Biyan menutup pintu mobil. Kemudian aku menurunkan kaca jendela dari dalam dan melambaikan tangan pada Biyan yang masih berdiri di samping mobil Avanza hitam yang kutumpangi.
"Tujuan sesuai aplikasi ya, Bu?" tanya sopir.
"Iya, Pak," jawabku.
Biyan merendahkan posisi kepalanya agar bisa sejajar denganku. "Jangan lupa langsung kabarin!"
"Iyaaaa." Tanganku melambai padanya sekali lagi.

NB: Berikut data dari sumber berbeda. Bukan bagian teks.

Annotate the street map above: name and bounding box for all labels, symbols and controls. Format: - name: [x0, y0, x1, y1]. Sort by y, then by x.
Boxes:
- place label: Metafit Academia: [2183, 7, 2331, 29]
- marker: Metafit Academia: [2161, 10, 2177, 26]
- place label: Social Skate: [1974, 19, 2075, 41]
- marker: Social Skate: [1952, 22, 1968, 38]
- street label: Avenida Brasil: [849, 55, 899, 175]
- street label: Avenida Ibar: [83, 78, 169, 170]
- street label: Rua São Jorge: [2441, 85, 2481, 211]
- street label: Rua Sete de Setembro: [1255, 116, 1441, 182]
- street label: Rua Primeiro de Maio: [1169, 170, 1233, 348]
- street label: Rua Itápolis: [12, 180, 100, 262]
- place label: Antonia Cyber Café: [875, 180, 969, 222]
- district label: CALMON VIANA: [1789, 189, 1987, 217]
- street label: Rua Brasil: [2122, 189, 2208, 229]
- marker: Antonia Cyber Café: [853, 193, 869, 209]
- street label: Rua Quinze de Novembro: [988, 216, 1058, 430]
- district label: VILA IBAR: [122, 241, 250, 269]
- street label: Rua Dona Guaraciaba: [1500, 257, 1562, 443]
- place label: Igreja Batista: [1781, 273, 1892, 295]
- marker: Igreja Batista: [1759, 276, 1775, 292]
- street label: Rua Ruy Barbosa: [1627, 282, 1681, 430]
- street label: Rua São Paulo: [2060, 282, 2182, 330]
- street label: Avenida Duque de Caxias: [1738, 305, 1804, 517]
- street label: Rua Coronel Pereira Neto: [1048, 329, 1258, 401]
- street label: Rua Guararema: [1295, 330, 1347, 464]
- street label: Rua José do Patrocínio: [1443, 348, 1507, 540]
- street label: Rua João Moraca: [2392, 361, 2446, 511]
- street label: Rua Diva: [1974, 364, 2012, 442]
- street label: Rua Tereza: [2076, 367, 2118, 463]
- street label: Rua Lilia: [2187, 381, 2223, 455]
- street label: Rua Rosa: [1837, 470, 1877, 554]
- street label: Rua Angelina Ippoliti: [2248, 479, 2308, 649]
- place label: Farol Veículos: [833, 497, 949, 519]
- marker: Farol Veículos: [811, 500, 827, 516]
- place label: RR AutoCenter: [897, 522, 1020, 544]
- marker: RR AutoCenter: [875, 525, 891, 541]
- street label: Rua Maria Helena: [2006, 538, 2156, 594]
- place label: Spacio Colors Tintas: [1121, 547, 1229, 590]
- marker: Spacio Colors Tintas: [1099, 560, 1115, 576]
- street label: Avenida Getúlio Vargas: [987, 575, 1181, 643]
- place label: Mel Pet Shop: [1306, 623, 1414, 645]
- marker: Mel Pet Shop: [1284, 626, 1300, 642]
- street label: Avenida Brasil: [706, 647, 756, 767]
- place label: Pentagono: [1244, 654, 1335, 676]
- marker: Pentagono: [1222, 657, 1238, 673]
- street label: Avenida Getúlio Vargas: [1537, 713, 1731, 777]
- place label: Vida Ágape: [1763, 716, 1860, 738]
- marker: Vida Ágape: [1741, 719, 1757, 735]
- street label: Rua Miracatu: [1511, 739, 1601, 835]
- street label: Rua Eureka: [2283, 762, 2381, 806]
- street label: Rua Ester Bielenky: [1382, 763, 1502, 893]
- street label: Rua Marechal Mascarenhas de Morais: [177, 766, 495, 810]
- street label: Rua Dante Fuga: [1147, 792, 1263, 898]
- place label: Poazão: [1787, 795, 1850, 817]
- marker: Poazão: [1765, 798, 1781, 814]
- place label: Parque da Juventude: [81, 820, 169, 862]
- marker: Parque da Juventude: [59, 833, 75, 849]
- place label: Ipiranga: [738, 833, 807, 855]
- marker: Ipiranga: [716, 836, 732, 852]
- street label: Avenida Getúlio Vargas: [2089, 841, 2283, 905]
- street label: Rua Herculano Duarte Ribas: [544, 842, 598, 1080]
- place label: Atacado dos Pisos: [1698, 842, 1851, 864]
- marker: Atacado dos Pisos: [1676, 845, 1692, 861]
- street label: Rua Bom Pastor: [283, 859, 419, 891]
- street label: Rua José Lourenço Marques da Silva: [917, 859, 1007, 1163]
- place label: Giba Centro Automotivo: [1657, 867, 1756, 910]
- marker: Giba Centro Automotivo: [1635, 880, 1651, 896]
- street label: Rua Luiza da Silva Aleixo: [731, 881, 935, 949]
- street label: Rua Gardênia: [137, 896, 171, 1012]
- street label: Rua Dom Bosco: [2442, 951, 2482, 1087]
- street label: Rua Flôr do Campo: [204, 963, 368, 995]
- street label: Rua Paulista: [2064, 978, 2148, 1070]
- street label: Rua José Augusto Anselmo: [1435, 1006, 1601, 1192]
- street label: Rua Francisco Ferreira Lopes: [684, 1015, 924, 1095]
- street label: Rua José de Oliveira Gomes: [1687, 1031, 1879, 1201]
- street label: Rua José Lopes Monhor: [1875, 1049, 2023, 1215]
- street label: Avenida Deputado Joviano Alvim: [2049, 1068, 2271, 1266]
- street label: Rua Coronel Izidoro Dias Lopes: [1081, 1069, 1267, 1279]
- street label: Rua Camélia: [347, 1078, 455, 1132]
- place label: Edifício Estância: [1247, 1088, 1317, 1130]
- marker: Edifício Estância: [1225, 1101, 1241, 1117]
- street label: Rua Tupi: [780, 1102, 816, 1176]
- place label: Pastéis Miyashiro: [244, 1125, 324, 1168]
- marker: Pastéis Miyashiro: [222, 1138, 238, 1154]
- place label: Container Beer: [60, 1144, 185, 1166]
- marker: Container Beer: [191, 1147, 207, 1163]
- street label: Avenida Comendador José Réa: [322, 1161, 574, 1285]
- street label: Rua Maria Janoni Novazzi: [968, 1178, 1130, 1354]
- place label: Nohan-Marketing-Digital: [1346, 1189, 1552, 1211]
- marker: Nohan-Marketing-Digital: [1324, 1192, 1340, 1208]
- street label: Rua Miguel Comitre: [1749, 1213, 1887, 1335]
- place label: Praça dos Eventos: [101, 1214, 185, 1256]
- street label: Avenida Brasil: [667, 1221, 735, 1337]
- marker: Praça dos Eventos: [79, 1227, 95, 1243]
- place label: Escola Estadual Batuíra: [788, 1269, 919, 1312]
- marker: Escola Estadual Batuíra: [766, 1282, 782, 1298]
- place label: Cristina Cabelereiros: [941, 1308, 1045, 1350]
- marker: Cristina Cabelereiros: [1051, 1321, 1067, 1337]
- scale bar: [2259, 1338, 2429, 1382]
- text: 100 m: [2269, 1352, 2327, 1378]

Dia pun melakukan gerakan yang sama hingga mobil bergerak meninggalkannya.
Dalam putaran roda yang lambat itu, mataku menangkap sosok wanita dengan belahan dada terbuka sebelum kaca mobil benar-benar tertutup sempurna. Aku melihatnya, namun kupikir aku tak perlu pamit padanya.
Mobil yang membawaku dan Evo mulai meninggalkan villa Khasaya tempat pesta yang kami hadiri. Aku merebahkan punggungku pada sandaran jok. Menyeka dahiku yang masih sedikit basah meski AC mobil cukup dingin. Kekhawatiranku terjadi juga. Ini musibah!
"El—" Evo memanggilku lirih.
"Iya?" Aku menoleh padanya. Kepalanya bersandar pada jok mobil dengan mata terpejam.
"Mabuk ya, Bu?" tanya sopir yang kutebak dari raut mukanya sudah paruh baya.
"Iya Pak, maaf nggih?!"
"Iya Bu, nggak apa-apa. Barangkali mau muntah, ada plastik di kantong jok," terangnya dengan sabar.
"Oh iya Pak, suksma." Suksma artinya terima kasih dalam Bahasa Bali. "Sudah sering antar penumpang mabuk, ya?" tanyaku.
"Iya Bu, sekitaran sini kalau malem rata-rata penumpang habis minum-minum," jawabnya sambil tertawa kecil. Aku memahami maksudnya, karena sekitaran Seminyak memang surganya kafe, bar, hingga diskotek mewah.
Aku tidak banyak merespons, hanya mengiyakan saja untuk menghargai usahanya. Mobil berjalan lancar menyusuri Sunset Road di malam hari. Semua berjalan nyaman dan tenang hingga Evo tiba-tiba berseru, "El, jangan deket-deket dia!" aku menoleh padanya, matanya masih tertutup. Kupikir dia hanya sedang mengigau.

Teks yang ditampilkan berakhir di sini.